▶ [Work item]:
Transcribe only part of the material below: the lines from the one containing "Dump the readable content of the" through the one containing "For a GIS import: Read this", inclusive, exactly as written.

▶ [Records provided]:

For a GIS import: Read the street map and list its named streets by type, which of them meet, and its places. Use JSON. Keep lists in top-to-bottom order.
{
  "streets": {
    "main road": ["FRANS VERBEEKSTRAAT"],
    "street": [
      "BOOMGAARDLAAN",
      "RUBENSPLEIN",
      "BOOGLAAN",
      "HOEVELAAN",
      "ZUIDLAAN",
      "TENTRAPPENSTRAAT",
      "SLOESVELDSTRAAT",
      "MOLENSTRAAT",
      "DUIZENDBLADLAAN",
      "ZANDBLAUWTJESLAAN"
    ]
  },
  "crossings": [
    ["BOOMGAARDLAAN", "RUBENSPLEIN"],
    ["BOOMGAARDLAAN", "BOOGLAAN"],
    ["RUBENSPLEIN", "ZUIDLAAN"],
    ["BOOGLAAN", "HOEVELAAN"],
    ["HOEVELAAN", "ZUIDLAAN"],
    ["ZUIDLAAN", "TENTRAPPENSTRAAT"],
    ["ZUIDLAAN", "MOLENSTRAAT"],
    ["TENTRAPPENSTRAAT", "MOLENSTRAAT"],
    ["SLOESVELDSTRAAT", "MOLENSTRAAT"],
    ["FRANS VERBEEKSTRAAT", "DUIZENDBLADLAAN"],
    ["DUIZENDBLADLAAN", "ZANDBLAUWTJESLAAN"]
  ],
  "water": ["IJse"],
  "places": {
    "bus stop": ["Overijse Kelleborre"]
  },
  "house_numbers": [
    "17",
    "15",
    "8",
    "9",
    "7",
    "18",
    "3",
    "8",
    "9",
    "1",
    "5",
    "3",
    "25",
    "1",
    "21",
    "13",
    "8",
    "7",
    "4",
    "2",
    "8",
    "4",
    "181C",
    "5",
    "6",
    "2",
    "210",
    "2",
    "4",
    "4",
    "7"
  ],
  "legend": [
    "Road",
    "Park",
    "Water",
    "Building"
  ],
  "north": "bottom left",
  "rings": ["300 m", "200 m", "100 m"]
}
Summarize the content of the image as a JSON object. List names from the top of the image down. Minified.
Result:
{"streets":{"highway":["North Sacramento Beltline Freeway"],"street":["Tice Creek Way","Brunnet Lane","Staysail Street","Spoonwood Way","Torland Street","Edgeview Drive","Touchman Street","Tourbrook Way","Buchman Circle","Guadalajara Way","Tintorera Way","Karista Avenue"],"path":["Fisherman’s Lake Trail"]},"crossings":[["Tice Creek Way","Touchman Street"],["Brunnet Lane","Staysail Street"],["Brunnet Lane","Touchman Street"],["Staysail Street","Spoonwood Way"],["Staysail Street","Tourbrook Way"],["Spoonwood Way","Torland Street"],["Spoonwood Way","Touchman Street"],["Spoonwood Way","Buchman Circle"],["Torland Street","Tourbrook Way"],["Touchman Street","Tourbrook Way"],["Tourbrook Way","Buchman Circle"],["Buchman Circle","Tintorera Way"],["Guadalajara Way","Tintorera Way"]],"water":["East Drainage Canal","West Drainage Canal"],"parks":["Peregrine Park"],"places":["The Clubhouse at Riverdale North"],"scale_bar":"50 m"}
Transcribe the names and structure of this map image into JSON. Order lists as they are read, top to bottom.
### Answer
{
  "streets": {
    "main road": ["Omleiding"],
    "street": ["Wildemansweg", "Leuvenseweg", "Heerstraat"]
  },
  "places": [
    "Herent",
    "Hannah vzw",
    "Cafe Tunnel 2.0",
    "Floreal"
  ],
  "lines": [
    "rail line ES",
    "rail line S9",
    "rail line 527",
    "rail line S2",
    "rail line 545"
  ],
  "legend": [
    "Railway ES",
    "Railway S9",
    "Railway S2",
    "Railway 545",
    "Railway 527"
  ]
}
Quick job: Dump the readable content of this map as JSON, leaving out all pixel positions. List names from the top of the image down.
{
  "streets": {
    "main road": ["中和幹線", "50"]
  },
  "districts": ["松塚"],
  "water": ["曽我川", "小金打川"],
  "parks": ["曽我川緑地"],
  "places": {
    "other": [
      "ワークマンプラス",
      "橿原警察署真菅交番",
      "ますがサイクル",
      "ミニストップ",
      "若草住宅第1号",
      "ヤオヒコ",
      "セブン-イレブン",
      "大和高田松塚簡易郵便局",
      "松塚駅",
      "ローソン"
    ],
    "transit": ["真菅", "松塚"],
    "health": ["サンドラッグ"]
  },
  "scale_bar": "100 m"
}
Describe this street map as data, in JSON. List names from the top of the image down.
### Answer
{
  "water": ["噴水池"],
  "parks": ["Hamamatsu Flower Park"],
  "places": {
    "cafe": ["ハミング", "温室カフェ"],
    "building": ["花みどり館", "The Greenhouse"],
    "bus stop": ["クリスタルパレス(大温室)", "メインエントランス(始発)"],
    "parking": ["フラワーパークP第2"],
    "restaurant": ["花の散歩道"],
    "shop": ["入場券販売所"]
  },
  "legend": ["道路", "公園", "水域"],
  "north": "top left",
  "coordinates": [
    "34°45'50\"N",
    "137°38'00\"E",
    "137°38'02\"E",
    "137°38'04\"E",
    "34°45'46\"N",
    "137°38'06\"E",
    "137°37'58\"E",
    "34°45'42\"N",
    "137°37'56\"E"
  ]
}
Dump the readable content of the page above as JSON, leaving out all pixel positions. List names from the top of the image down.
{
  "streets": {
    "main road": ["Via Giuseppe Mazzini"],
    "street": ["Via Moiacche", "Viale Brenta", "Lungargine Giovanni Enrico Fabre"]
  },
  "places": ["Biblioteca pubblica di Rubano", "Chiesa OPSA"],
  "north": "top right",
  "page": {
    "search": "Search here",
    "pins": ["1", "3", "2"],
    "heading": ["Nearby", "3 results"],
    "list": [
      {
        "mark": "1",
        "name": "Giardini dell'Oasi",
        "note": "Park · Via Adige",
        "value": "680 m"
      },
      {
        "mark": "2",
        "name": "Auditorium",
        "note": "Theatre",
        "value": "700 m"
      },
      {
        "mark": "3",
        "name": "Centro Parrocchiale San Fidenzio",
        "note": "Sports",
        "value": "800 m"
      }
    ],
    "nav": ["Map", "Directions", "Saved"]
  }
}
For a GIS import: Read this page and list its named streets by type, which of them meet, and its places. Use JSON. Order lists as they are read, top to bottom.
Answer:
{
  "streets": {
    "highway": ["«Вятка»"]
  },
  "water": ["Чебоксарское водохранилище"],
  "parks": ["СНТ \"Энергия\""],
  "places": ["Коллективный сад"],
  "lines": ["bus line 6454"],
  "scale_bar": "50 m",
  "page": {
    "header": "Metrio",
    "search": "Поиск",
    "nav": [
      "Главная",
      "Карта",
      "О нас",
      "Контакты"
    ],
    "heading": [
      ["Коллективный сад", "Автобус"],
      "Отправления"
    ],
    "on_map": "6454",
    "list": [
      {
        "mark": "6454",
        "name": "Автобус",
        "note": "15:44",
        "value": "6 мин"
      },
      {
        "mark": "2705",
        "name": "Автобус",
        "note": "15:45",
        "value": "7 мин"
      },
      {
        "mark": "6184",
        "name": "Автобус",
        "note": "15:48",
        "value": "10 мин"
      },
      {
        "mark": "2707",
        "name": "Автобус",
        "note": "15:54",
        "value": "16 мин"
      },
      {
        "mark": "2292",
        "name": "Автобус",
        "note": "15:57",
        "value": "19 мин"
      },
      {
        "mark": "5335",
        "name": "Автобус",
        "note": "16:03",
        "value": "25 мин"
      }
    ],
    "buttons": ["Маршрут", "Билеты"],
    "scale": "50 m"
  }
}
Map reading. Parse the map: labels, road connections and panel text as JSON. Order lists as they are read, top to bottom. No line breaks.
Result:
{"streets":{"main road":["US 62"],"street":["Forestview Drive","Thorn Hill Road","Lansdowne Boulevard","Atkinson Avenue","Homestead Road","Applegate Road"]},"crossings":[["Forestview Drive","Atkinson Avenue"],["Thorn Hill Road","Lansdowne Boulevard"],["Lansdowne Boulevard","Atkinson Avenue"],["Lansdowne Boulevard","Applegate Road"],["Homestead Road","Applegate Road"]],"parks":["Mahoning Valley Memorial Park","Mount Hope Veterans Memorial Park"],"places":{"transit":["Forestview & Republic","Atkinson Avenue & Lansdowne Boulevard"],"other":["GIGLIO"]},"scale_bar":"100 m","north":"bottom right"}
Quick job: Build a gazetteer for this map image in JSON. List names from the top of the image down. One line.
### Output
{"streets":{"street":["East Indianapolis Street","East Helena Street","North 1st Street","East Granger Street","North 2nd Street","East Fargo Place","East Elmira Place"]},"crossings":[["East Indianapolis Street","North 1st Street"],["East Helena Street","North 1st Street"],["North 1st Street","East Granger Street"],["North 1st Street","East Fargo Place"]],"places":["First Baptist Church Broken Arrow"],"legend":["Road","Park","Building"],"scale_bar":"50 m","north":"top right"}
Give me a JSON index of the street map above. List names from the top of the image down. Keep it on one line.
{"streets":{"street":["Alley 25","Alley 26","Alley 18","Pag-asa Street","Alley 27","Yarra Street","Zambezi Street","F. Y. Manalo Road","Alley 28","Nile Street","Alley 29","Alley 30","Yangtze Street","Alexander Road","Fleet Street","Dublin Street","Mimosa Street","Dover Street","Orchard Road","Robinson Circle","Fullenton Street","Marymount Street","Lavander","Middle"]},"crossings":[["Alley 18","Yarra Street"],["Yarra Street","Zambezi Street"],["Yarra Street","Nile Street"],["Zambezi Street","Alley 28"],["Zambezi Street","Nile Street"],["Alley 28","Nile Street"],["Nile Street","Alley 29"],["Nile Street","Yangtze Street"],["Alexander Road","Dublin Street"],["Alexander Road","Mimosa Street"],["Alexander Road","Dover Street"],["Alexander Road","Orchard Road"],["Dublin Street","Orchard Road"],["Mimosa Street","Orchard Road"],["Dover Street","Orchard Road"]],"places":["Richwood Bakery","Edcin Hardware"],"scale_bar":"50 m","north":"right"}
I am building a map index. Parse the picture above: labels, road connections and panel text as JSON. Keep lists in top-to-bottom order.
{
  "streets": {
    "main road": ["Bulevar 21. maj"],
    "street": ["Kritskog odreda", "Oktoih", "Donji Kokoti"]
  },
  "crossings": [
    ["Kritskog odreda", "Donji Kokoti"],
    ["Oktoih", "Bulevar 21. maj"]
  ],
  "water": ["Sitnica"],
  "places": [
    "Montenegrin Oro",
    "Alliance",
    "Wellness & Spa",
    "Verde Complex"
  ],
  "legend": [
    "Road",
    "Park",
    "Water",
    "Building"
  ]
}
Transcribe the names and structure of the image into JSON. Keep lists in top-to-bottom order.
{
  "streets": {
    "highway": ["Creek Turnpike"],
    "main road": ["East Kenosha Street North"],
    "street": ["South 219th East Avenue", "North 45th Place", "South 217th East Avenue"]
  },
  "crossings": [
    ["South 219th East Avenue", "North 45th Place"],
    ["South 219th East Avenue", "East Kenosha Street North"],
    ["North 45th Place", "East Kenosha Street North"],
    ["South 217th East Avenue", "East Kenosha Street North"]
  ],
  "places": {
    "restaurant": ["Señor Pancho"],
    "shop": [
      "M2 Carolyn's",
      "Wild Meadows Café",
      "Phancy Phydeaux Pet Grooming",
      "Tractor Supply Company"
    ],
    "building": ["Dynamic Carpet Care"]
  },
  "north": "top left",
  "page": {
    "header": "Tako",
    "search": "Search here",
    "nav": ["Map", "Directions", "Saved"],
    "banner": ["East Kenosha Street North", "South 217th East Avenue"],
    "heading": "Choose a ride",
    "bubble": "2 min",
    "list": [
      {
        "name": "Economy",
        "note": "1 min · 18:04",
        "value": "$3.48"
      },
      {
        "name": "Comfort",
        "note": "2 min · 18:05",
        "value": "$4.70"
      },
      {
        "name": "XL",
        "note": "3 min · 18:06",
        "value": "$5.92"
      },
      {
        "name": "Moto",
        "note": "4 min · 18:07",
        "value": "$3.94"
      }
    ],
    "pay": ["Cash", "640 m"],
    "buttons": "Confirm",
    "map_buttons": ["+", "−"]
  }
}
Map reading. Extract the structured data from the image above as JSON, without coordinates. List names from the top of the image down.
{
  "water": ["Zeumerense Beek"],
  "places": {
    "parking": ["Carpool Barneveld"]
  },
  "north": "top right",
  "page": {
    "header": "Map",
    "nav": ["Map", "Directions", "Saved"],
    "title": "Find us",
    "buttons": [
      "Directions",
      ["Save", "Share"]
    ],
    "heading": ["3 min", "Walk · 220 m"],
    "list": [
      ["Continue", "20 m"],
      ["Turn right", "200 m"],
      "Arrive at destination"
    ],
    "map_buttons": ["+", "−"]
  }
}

▶ [Solution to the problem]:
Dump the readable content of the page above as JSON, leaving out all pixel positions. List names from the top of the image down.
{
  "streets": {
    "main road": ["Via Giuseppe Mazzini"],
    "street": ["Via Moiacche", "Viale Brenta", "Lungargine Giovanni Enrico Fabre"]
  },
  "places": ["Biblioteca pubblica di Rubano", "Chiesa OPSA"],
  "north": "top right",
  "page": {
    "search": "Search here",
    "pins": ["1", "3", "2"],
    "heading": ["Nearby", "3 results"],
    "list": [
      {
        "mark": "1",
        "name": "Giardini dell'Oasi",
        "note": "Park · Via Adige",
        "value": "680 m"
      },
      {
        "mark": "2",
        "name": "Auditorium",
        "note": "Theatre",
        "value": "700 m"
      },
      {
        "mark": "3",
        "name": "Centro Parrocchiale San Fidenzio",
        "note": "Sports",
        "value": "800 m"
      }
    ],
    "nav": ["Map", "Directions", "Saved"]
  }
}
For a GIS import: Read this page and list its named streets by type, which of them meet, and its places. Use JSON. Order lists as they are read, top to bottom.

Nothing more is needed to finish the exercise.